I look at ex's on FB but I am not having an affair. Helpful?

gamerchick · 15/11/2014 08:36

I think most of us have a neb at those people who we wouldn't want to see again. It's pure nosiness, especially if their privacy settings are low.

WildBillfemale · 15/11/2014 08:38

I feel a bit guilty too because it was our other brother who found out about her seeing OM on side, but his then GF (her sister was mates with DW and was also shagging OMs mate) bullied him into not telling all he knew to DH brother. My poor DH brother begged my arse of a bro to help him out and talk about it, but he refused.Thinking about it, I cant believe we ALL (other bro, his then GF, her sister and their parents) watched my poor DH brother get married under such circumstances

If not Norfolk maybe Wick?

Windywinston · 15/11/2014 08:39

OP, you stood back and allowed your brother to marry this woman without telling him what you knew. The damage is done now and there are children involved. Stay out of it and let your DB decide how he handles it. Sure you can support him, it sounds like he's in a difficult situation, but you can support him without feeding his mistrust through speculation. I doubt either of you will ever know how these babies came to be, so he must make his decisions based on the facts at hand.

He can cry foul over the babies all he likes, but if he didn't want them he should have made damn sure they didn't happen.

Chunderella · 15/11/2014 09:21

This reply has been deleted

Message withdrawn at poster's request.

TSSDNCOP · 15/11/2014 09:56

Who knows what they think about each other.

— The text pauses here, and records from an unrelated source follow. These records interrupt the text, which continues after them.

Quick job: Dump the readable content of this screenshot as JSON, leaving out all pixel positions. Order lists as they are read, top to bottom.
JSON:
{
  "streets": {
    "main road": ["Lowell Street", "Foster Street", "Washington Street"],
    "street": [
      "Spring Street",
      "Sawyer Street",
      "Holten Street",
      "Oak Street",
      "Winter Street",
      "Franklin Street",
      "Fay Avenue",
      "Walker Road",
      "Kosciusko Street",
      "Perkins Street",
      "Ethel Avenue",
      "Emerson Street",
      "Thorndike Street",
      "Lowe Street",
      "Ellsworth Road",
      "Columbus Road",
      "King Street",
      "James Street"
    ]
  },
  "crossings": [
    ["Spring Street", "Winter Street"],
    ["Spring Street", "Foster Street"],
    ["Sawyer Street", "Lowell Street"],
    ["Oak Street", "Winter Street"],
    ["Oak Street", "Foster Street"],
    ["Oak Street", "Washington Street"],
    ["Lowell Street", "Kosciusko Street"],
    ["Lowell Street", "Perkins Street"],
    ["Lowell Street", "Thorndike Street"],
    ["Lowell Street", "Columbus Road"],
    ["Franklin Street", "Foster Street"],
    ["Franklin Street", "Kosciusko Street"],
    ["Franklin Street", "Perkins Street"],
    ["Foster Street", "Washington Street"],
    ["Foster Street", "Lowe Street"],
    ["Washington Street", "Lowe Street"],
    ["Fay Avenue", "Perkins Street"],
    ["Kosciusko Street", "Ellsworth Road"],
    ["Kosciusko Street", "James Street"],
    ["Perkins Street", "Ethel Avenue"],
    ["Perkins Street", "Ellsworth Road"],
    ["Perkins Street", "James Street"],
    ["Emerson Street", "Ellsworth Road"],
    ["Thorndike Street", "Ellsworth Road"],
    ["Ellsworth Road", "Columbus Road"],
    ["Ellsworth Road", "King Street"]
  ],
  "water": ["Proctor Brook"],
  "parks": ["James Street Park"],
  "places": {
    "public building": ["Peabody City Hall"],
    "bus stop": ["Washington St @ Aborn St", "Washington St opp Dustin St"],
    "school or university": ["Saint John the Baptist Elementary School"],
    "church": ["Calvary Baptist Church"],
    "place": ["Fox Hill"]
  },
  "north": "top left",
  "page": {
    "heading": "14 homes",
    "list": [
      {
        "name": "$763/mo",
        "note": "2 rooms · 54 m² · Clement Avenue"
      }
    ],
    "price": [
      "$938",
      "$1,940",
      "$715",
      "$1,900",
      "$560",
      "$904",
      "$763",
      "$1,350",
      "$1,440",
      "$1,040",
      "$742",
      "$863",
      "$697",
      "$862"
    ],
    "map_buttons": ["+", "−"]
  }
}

What your posts suggest about you though is that you haven't been loyal to your brother in the past, and you quite clearly don't like his wife.

Since neither of these makes you impartial, any advice you give him now is biased.

But you seem intent on looking for drama and casting yourself as a amateur sleuth/relationship counsellor/first class shit-stirrer which since there are two children involved, makes you a bit of a dickhead really.